I am a reporter who volunteered to work on an information project about the famine in the Horn of Africa for a year and am living in Khartoum, Sudan.

I am angry about the bombing of Tripoli and more angry about the effect it has had in Sudan. By yanking Americans out of Sudan the administration has abandoned half a million refugees and several million Sudanese whose only means of survival is aid. The people we saved from famine last year could die this year because the American passion has shifted from famine to terrorism.

Ironically, the American withdrawal may also destabilize a new democracy. Last year dictator Jaffar Nimeiri was overthrown in a bloodless coup, and this month Sudan held its first democratic election in 18 years. But democracy is precarious in this country where the treasury is empty, the people are poor and hungry, and a civil war in the south drains money and spirits.

The West provides the bulk of Sudan's food and development aid, with the United States providing more than all other donors combined.
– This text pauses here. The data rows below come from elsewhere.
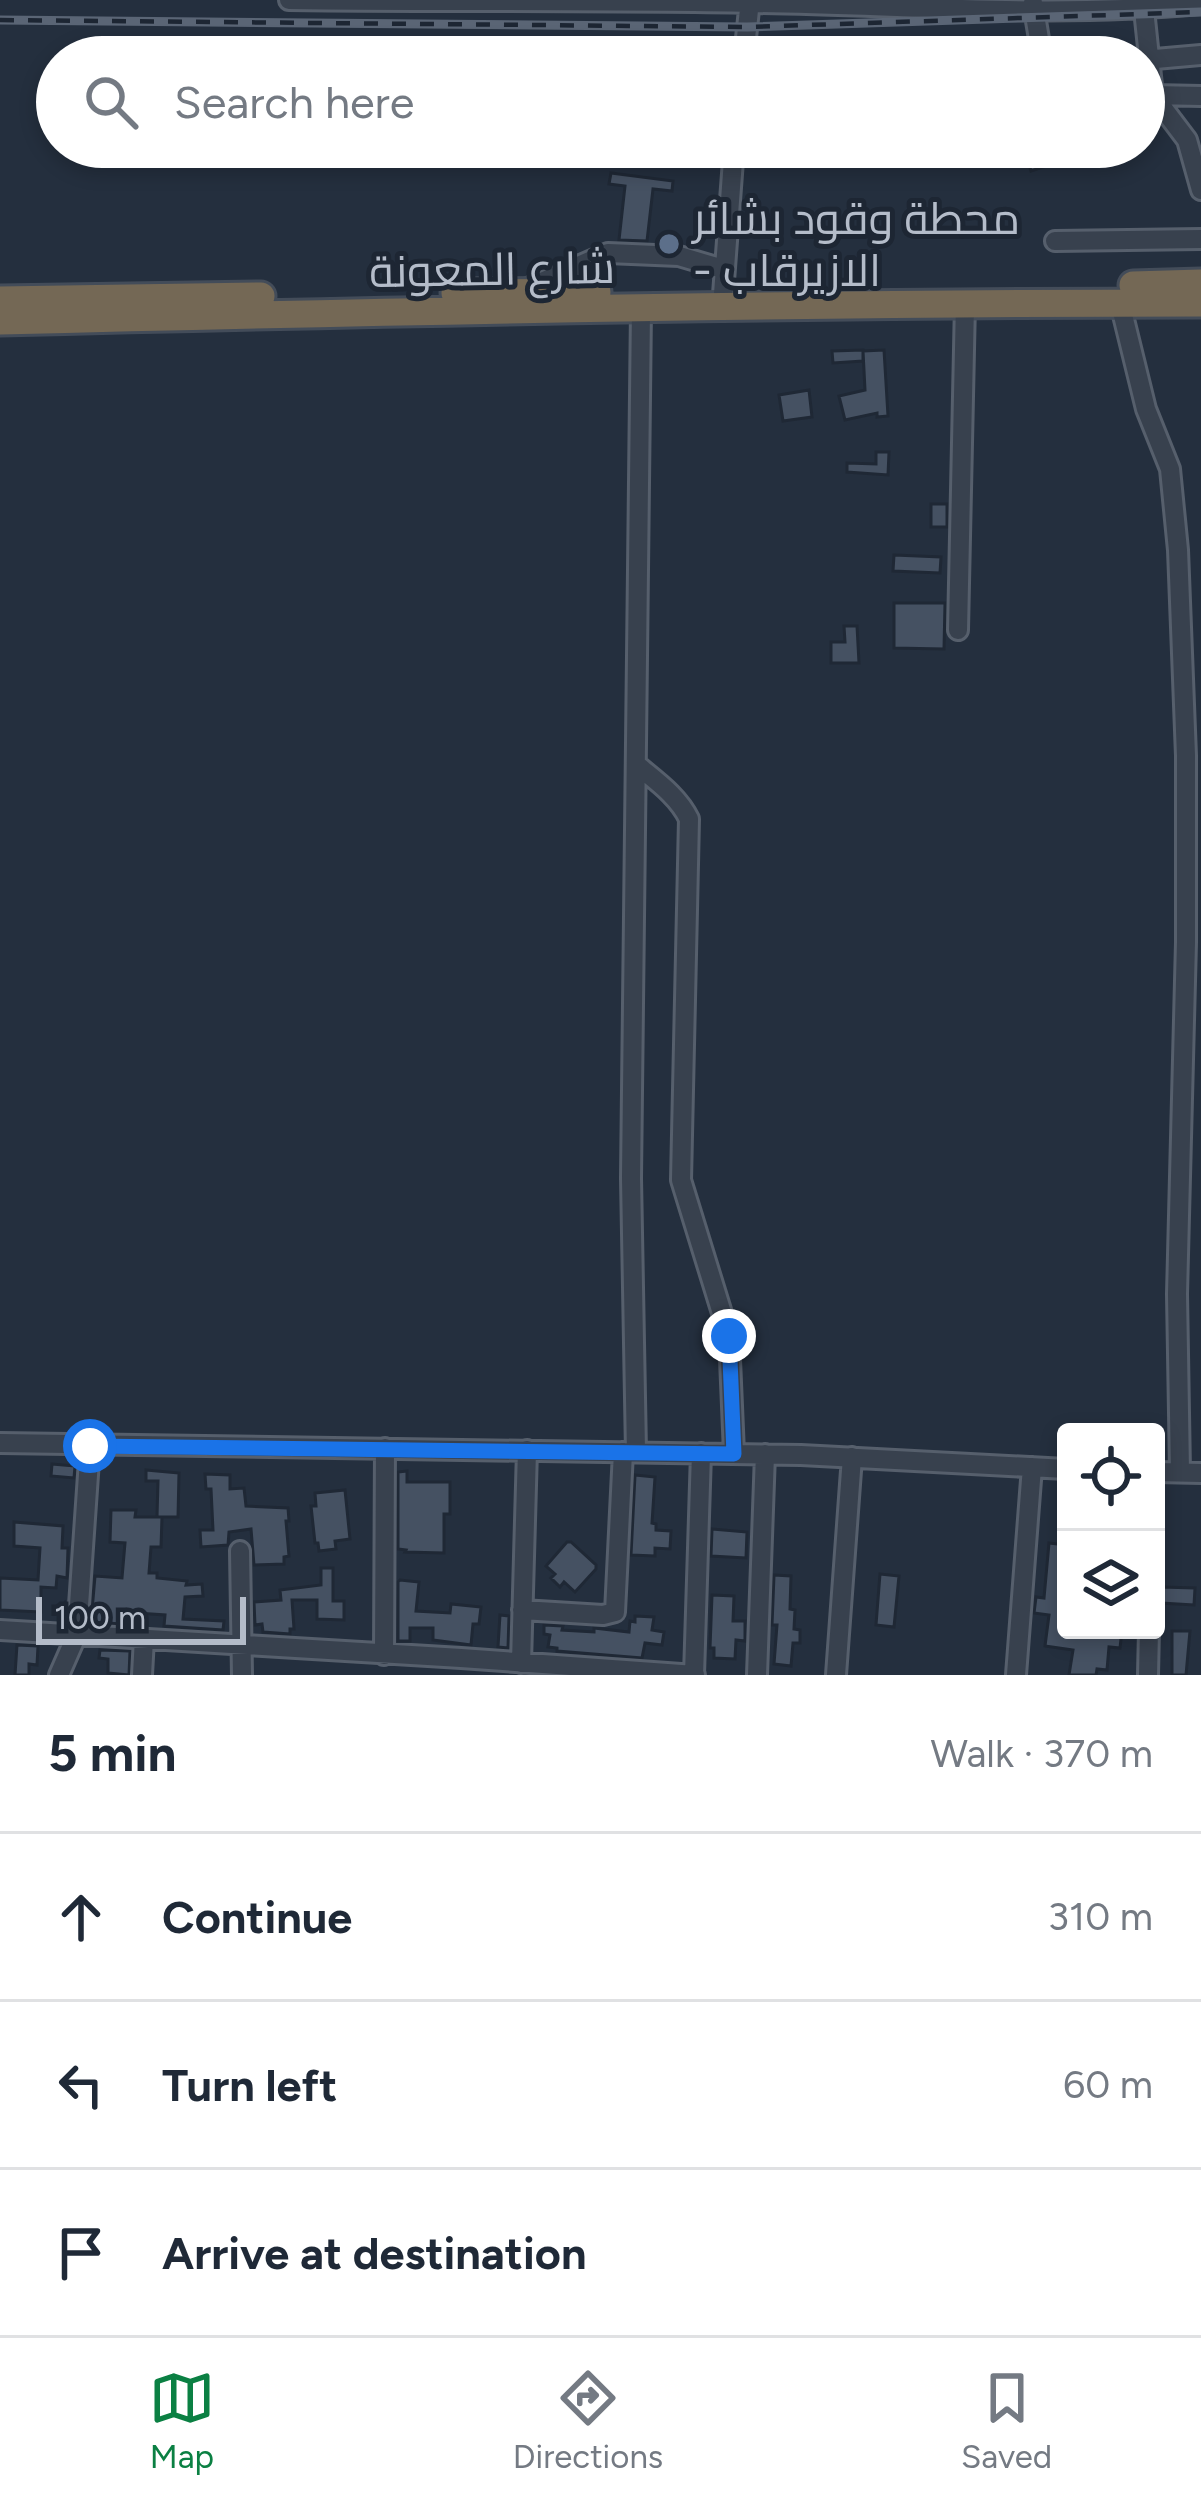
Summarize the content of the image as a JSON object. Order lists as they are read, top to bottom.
{
  "streets": {
    "highway": ["شارع المعونة"]
  },
  "places": ["محطة وقود بشائر - الازيرقاب"],
  "scale_bar": "100 m",
  "page": {
    "search": "Search here",
    "scale": "100 m",
    "heading": ["5 min", "Walk · 370 m"],
    "list": [
      ["Continue", "310 m"],
      ["Turn left", "60 m"],
      "Arrive at destination"
    ],
    "nav": ["Map", "Directions", "Saved"]
  }
}
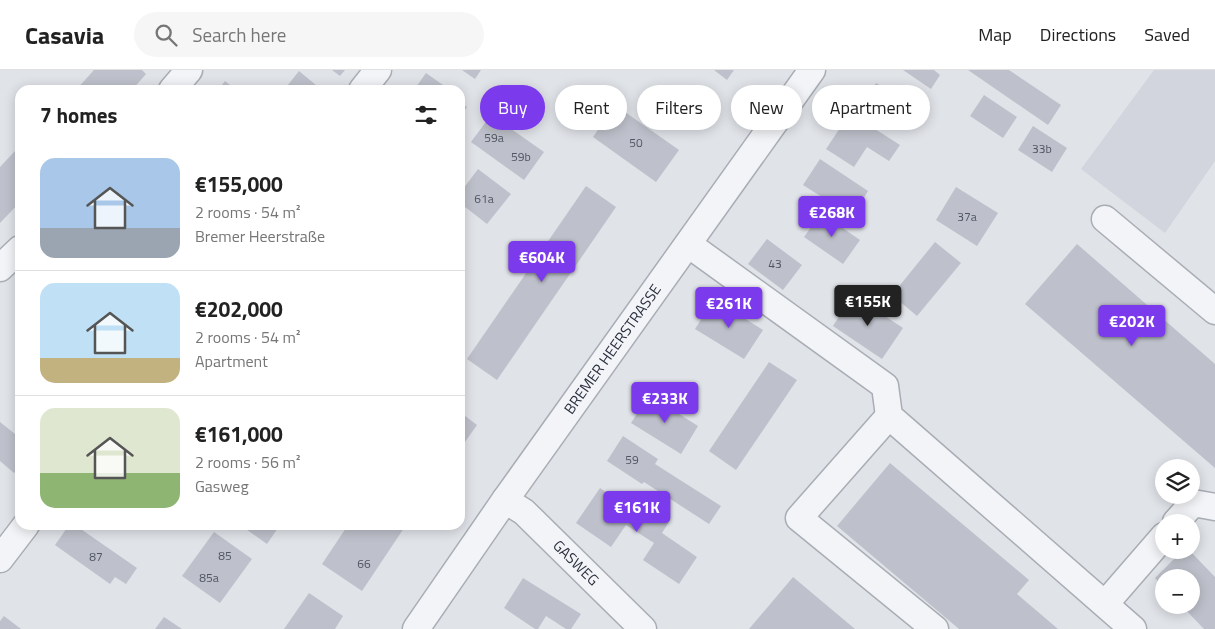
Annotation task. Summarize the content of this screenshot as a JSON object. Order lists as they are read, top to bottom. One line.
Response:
{"streets":{"street":["BREMER HEERSTRASSE","GASWEG"]},"crossings":[["BREMER HEERSTRASSE","GASWEG"]],"house_numbers":["59a","50","33b","59b","61a","37a","43","59","85","87","66","85a"],"page":{"header":"Casavia","search":"Search here","nav":["Map","Directions","Saved"],"chip":["Buy","Rent","Filters","New","Apartment"],"heading":"7 homes","list":[{"name":"€155,000","note":"2 rooms · 54 m² · Bremer Heerstraße"},{"name":"€202,000","note":"2 rooms · 54 m² · Apartment"},{"name":"€161,000","note":"2 rooms · 56 m² · Gasweg"}],"price":["€268K","€604K","€155K","€261K","€202K","€233K","€161K"],"map_buttons":["+","−"]}}
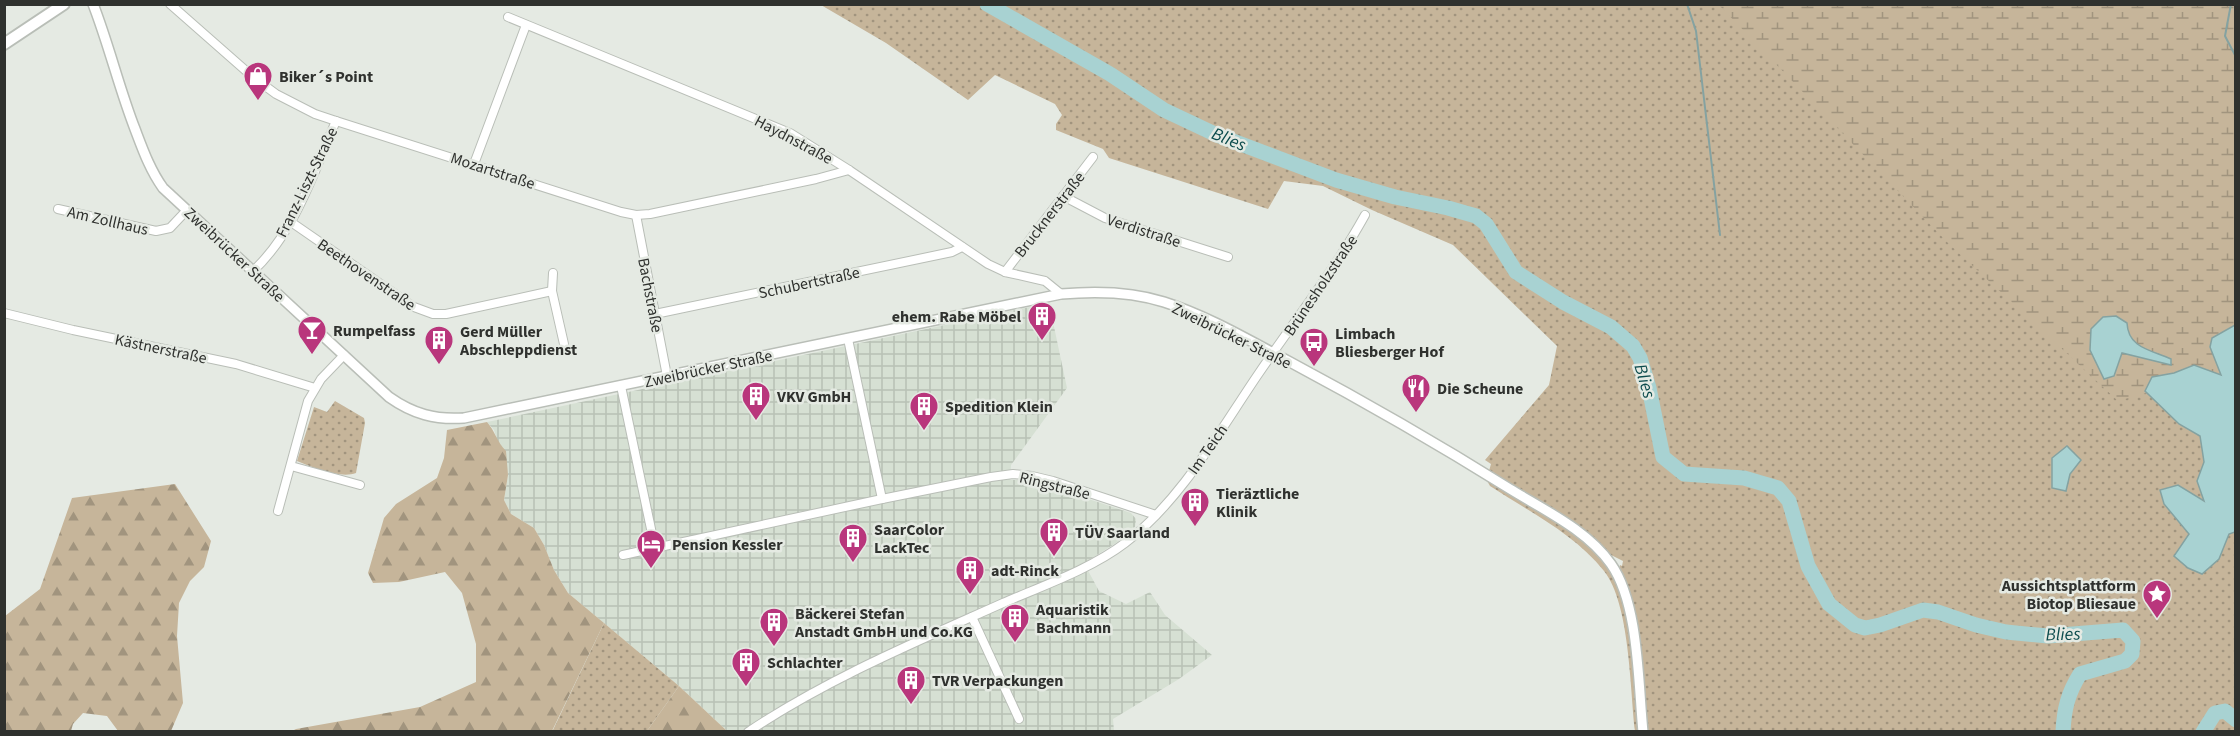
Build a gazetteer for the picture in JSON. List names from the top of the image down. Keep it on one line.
{"streets":{"street":["Haydnstraße","Mozartstraße","Franz-Liszt-Straße","Brucknerstraße","Am Zollhaus","Verdistraße","Zweibrücker Straße","Beethovenstraße","Schubertstraße","Brünesholzstraße","Bachstraße","Kästnerstraße","Im Teich","Ringstraße"]},"crossings":[["Haydnstraße","Mozartstraße"],["Haydnstraße","Brucknerstraße"],["Haydnstraße","Zweibrücker Straße"],["Haydnstraße","Schubertstraße"],["Mozartstraße","Franz-Liszt-Straße"],["Mozartstraße","Bachstraße"],["Franz-Liszt-Straße","Zweibrücker Straße"],["Franz-Liszt-Straße","Beethovenstraße"],["Brucknerstraße","Verdistraße"],["Am Zollhaus","Zweibrücker Straße"],["Zweibrücker Straße","Brünesholzstraße"],["Zweibrücker Straße","Bachstraße"],["Zweibrücker Straße","Im Teich"],["Schubertstraße","Bachstraße"],["Brünesholzstraße","Im Teich"],["Im Teich","Ringstraße"]],"water":["Blies"],"places":{"shop":["Biker´s Point"],"building":["ehem. Rabe Möbel","Gerd Müller Abschleppdienst","VKV GmbH","Spedition Klein","Tieräztliche Klinik","TÜV Saarland","SaarColor LackTec","adt-Rinck","Aquaristik Bachmann","Bäckerei Stefan Anstadt GmbH und Co.KG","Schlachter","TVR Verpackungen"],"bar":["Rumpelfass"],"bus stop":["Limbach Bliesberger Hof"],"restaurant":["Die Scheune"],"hotel":["Pension Kessler"],"place":["Aussichtsplattform Biotop Bliesaue"]}}
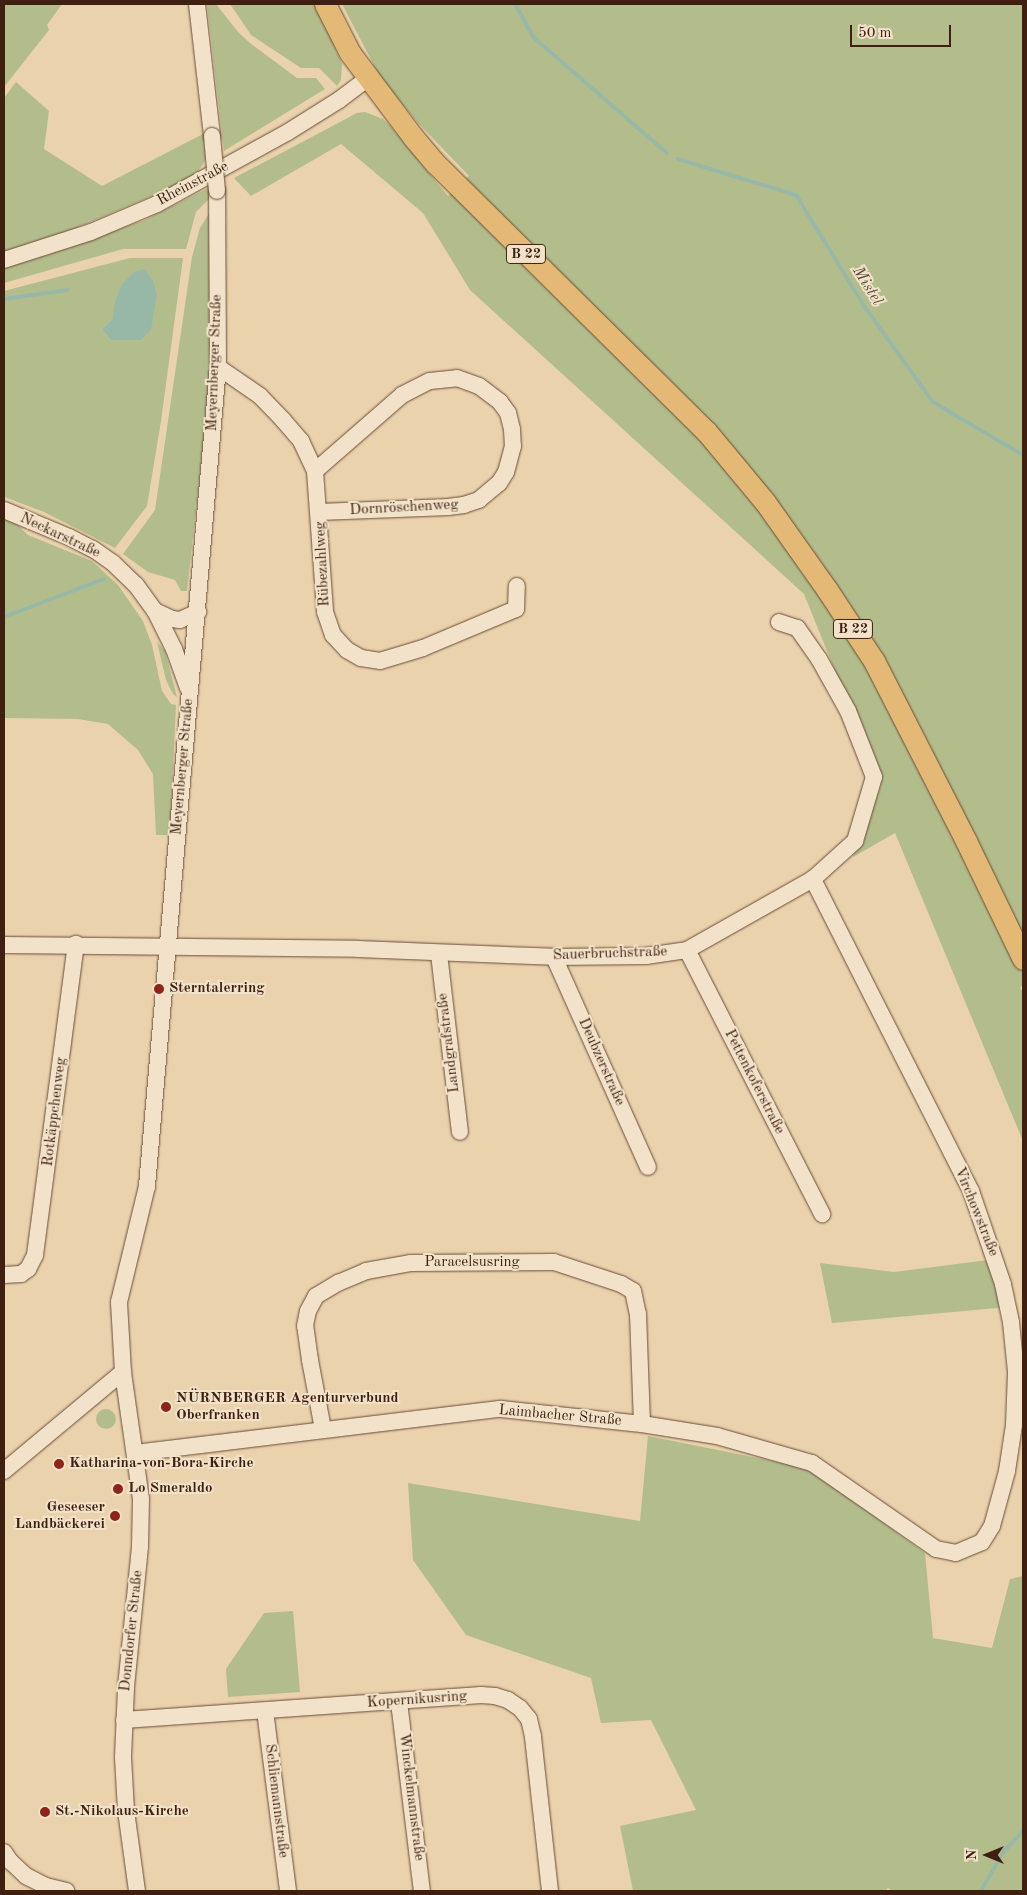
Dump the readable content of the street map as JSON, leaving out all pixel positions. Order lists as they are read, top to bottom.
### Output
{
  "streets": {
    "main road": ["B 22"],
    "street": [
      "Rheinstraße",
      "Meyernberger Straße",
      "Dornröschenweg",
      "Neckarstraße",
      "Rübezahlweg",
      "Sauerbruchstraße",
      "Landgrafstraße",
      "Deubzerstraße",
      "Pettenkoferstraße",
      "Rotkäppchenweg",
      "Virchowstraße",
      "Paracelsusring",
      "Laimbacher Straße",
      "Donndorfer Straße",
      "Kopernikusring",
      "Winckelmannstraße",
      "Schliemannstraße"
    ]
  },
  "crossings": [
    ["Rheinstraße", "B 22"],
    ["Meyernberger Straße", "Neckarstraße"],
    ["Meyernberger Straße", "Rübezahlweg"],
    ["Meyernberger Straße", "Sauerbruchstraße"],
    ["Meyernberger Straße", "Donndorfer Straße"],
    ["Dornröschenweg", "Rübezahlweg"],
    ["Sauerbruchstraße", "Landgrafstraße"],
    ["Sauerbruchstraße", "Deubzerstraße"],
    ["Sauerbruchstraße", "Pettenkoferstraße"],
    ["Sauerbruchstraße", "Virchowstraße"],
    ["Virchowstraße", "Laimbacher Straße"],
    ["Paracelsusring", "Laimbacher Straße"],
    ["Laimbacher Straße", "Donndorfer Straße"],
    ["Donndorfer Straße", "Kopernikusring"],
    ["Kopernikusring", "Winckelmannstraße"],
    ["Kopernikusring", "Schliemannstraße"]
  ],
  "water": ["Mistel"],
  "places": [
    "Sterntalerring",
    "NÜRNBERGER Agenturverbund Oberfranken",
    "Katharina-von-Bora-Kirche",
    "Lo Smeraldo",
    "Geseeser Landbäckerei",
    "St.-Nikolaus-Kirche"
  ],
  "scale_bar": "50 m",
  "north": "left"
}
But the United States refuses to provide arms; Libya provides them and that is why there are Libyans living in Khartoum.

Until the bombing of Tripoli, Libyans and Americans coexisted peacefully here. It was logical to assume that the bombing of Tripoli would change that. The Sudanese sympathized with Libya, and 5,000 demonstrated in front of the American embassy. An embassy employee was shot in the head and is paralyzed. But the shooting has not been linked with Libyans as of this date, and there have been no similar incidents.

The bombing itself was short-sighted. It created more support for Kaddafi around the world than he could have ever drummed up on his own. The small and powerless countries of the world saw it as a threat to themselves: it was a sign that the greatest power in the world would flex its military muscle whenever and wherever the whim struck.

It was a vengeful act. A more just and sane way to reduce terrorism would be to admit that the Palestinians have been treated brutally and deserve a homeland. The fact that the Palestinians have been terribly abused and their plight ignored gave birth to this epidemic of terrorism and continues to provide popular sympathy for it in the Arab world.

If terrorism increases in Europe, which is the most likely outcome, we will not experience the pain but we will bear some of the responsibility for the killing. We will bear responsibility because we continue to ignore the Palestinians plight and because we raised the ante by bombing Tripoli.